Aim of the exercise ::
Set down every entry word for word. Omit the pictures.
BEGIN Material provided
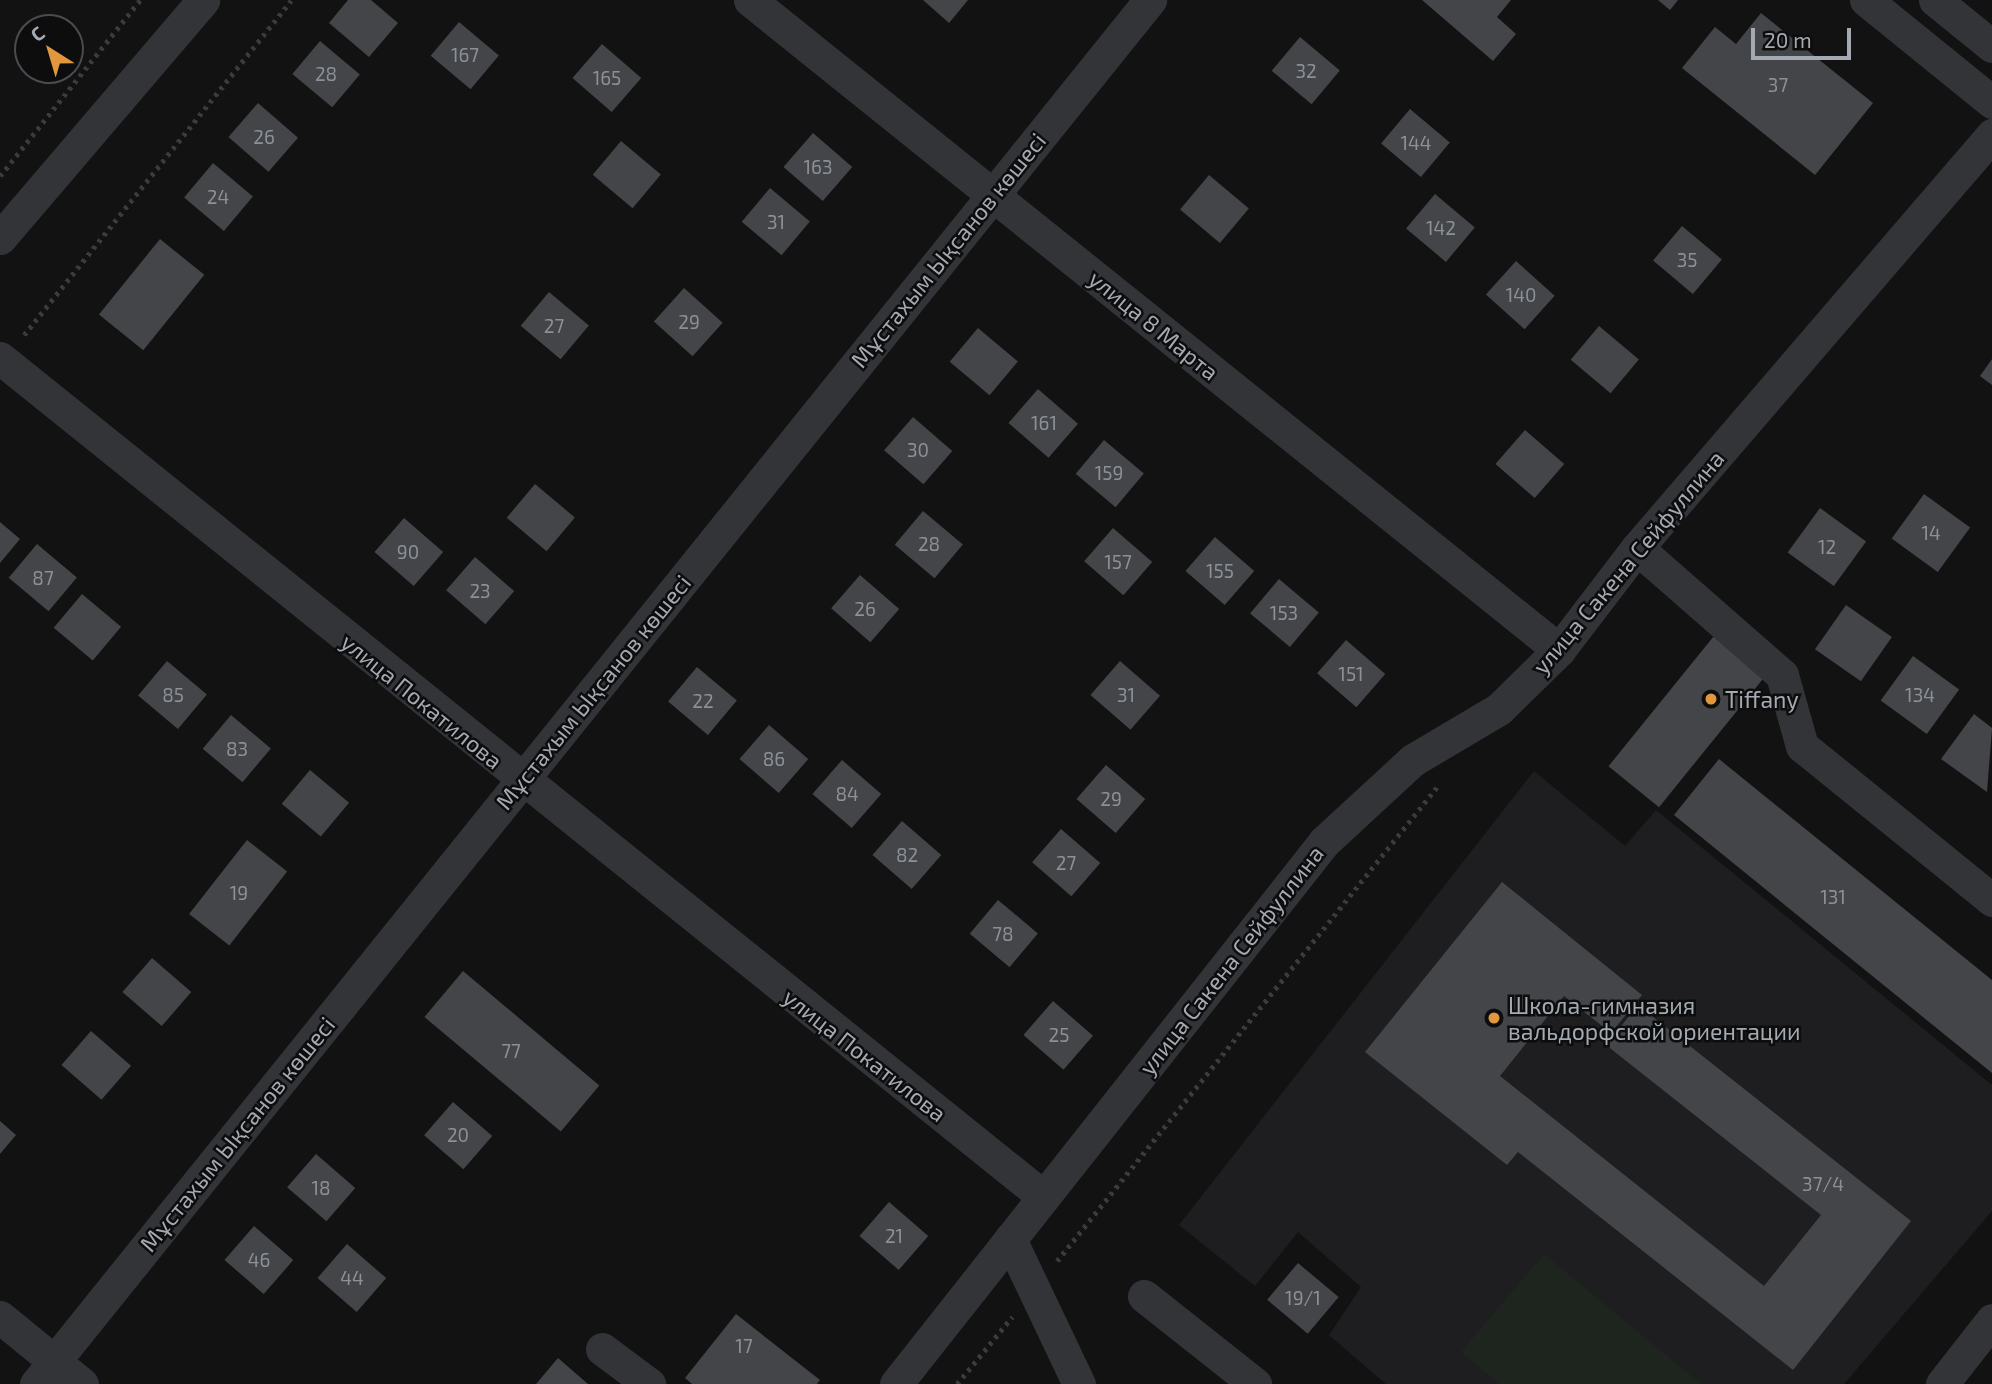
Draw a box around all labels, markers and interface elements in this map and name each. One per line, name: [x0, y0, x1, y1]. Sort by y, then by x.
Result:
north arrow: [14, 14, 84, 84]
scale bar: [1754, 14, 1854, 58]
text: С: [26, 21, 49, 46]
text: 20 m: [1764, 27, 1812, 52]
house number: 167: [451, 44, 479, 66]
house number: 32: [1295, 60, 1317, 82]
house number: 28: [315, 63, 337, 85]
house number: 165: [593, 67, 621, 89]
house number: 37: [1768, 74, 1788, 96]
house number: 26: [253, 126, 275, 148]
street label: Мұстахым Ықсанов көшесі: [845, 127, 1051, 373]
house number: 144: [1401, 132, 1431, 154]
house number: 163: [804, 156, 832, 178]
house number: 24: [207, 186, 229, 208]
house number: 31: [767, 211, 785, 233]
house number: 142: [1426, 217, 1456, 239]
house number: 35: [1677, 249, 1697, 271]
street label: улица 8 Марта: [1084, 264, 1224, 386]
house number: 140: [1506, 284, 1536, 306]
house number: 29: [678, 311, 700, 333]
house number: 27: [544, 315, 564, 337]
house number: 161: [1031, 412, 1057, 434]
house number: 30: [907, 439, 929, 461]
street label: улица Сакена Сейфуллина: [1526, 445, 1730, 679]
house number: 159: [1095, 462, 1123, 484]
house number: 14: [1921, 522, 1941, 544]
house number: 28: [918, 533, 940, 555]
house number: 12: [1818, 536, 1836, 558]
house number: 90: [397, 541, 419, 563]
house number: 157: [1104, 551, 1132, 573]
house number: 155: [1206, 560, 1234, 582]
house number: 87: [32, 567, 54, 589]
street label: Мұстахым Ықсанов көшесі: [490, 569, 696, 815]
house number: 23: [469, 580, 491, 602]
house number: 26: [854, 598, 876, 620]
house number: 153: [1270, 602, 1298, 624]
street label: улица Покатилова: [336, 628, 508, 774]
house number: 151: [1338, 663, 1364, 685]
house number: 85: [162, 684, 184, 706]
house number: 31: [1117, 684, 1135, 706]
house number: 134: [1905, 684, 1935, 706]
place label: Tiffany: [1725, 685, 1799, 713]
house number: 22: [692, 690, 714, 712]
marker: Tiffany: [1703, 691, 1719, 707]
house number: 83: [226, 738, 248, 760]
house number: 86: [763, 748, 785, 770]
house number: 84: [835, 783, 859, 805]
house number: 29: [1100, 788, 1122, 810]
street label: улица Сакена Сейфуллина: [1133, 840, 1329, 1080]
house number: 82: [896, 844, 918, 866]
house number: 27: [1056, 852, 1076, 874]
house number: 19: [230, 882, 248, 904]
house number: 131: [1820, 886, 1846, 908]
house number: 78: [992, 923, 1014, 945]
street label: улица Покатилова: [778, 983, 952, 1127]
place label: Школа-гимназия вальдорфской ориентации: [1508, 991, 1801, 1045]
marker: Школа-гимназия вальдорфской ориентации: [1486, 1010, 1502, 1026]
street label: Мұстахым Ықсанов көшесі: [134, 1011, 340, 1257]
house number: 25: [1049, 1024, 1069, 1046]
house number: 77: [501, 1040, 521, 1062]
house number: 20: [447, 1124, 469, 1146]
house number: 37/4: [1802, 1173, 1844, 1195]
house number: 18: [311, 1177, 331, 1199]
house number: 21: [885, 1225, 903, 1247]
house number: 46: [248, 1249, 270, 1271]
house number: 44: [340, 1267, 364, 1289]
house number: 19/1: [1285, 1287, 1321, 1309]
house number: 17: [735, 1335, 753, 1357]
END Material provided
Exercise result ::
Draw a box around all labels, markers and interface elements in this map and name each. One per line, name: [x0, y0, x1, y1]. Sort by y, then by x.
Result:
north arrow: [14, 14, 84, 84]
scale bar: [1754, 14, 1854, 58]
text: С: [26, 21, 49, 46]
text: 20 m: [1764, 27, 1812, 52]
house number: 167: [451, 44, 479, 66]
house number: 32: [1295, 60, 1317, 82]
house number: 28: [315, 63, 337, 85]
house number: 165: [593, 67, 621, 89]
house number: 37: [1768, 74, 1788, 96]
house number: 26: [253, 126, 275, 148]
street label: Мұстахым Ықсанов көшесі: [845, 127, 1051, 373]
house number: 144: [1401, 132, 1431, 154]
house number: 163: [804, 156, 832, 178]
house number: 24: [207, 186, 229, 208]
house number: 31: [767, 211, 785, 233]
house number: 142: [1426, 217, 1456, 239]
house number: 35: [1677, 249, 1697, 271]
street label: улица 8 Марта: [1084, 264, 1224, 386]
house number: 140: [1506, 284, 1536, 306]
house number: 29: [678, 311, 700, 333]
house number: 27: [544, 315, 564, 337]
house number: 161: [1031, 412, 1057, 434]
house number: 30: [907, 439, 929, 461]
street label: улица Сакена Сейфуллина: [1526, 445, 1730, 679]
house number: 159: [1095, 462, 1123, 484]
house number: 14: [1921, 522, 1941, 544]
house number: 28: [918, 533, 940, 555]
house number: 12: [1818, 536, 1836, 558]
house number: 90: [397, 541, 419, 563]
house number: 157: [1104, 551, 1132, 573]
house number: 155: [1206, 560, 1234, 582]
house number: 87: [32, 567, 54, 589]
street label: Мұстахым Ықсанов көшесі: [490, 569, 696, 815]
house number: 23: [469, 580, 491, 602]
house number: 26: [854, 598, 876, 620]
house number: 153: [1270, 602, 1298, 624]
street label: улица Покатилова: [336, 628, 508, 774]
house number: 151: [1338, 663, 1364, 685]
house number: 85: [162, 684, 184, 706]
house number: 31: [1117, 684, 1135, 706]
house number: 134: [1905, 684, 1935, 706]
place label: Tiffany: [1725, 685, 1799, 713]
house number: 22: [692, 690, 714, 712]
marker: Tiffany: [1703, 691, 1719, 707]
house number: 83: [226, 738, 248, 760]
house number: 86: [763, 748, 785, 770]
house number: 84: [835, 783, 859, 805]
house number: 29: [1100, 788, 1122, 810]
street label: улица Сакена Сейфуллина: [1133, 840, 1329, 1080]
house number: 82: [896, 844, 918, 866]
house number: 27: [1056, 852, 1076, 874]
house number: 19: [230, 882, 248, 904]
house number: 131: [1820, 886, 1846, 908]
house number: 78: [992, 923, 1014, 945]
street label: улица Покатилова: [778, 983, 952, 1127]
place label: Школа-гимназия вальдорфской ориентации: [1508, 991, 1801, 1045]
marker: Школа-гимназия вальдорфской ориентации: [1486, 1010, 1502, 1026]
street label: Мұстахым Ықсанов көшесі: [134, 1011, 340, 1257]
house number: 25: [1049, 1024, 1069, 1046]
house number: 77: [501, 1040, 521, 1062]
house number: 20: [447, 1124, 469, 1146]
house number: 37/4: [1802, 1173, 1844, 1195]
house number: 18: [311, 1177, 331, 1199]
house number: 21: [885, 1225, 903, 1247]
house number: 46: [248, 1249, 270, 1271]
house number: 44: [340, 1267, 364, 1289]
house number: 19/1: [1285, 1287, 1321, 1309]
house number: 17: [735, 1335, 753, 1357]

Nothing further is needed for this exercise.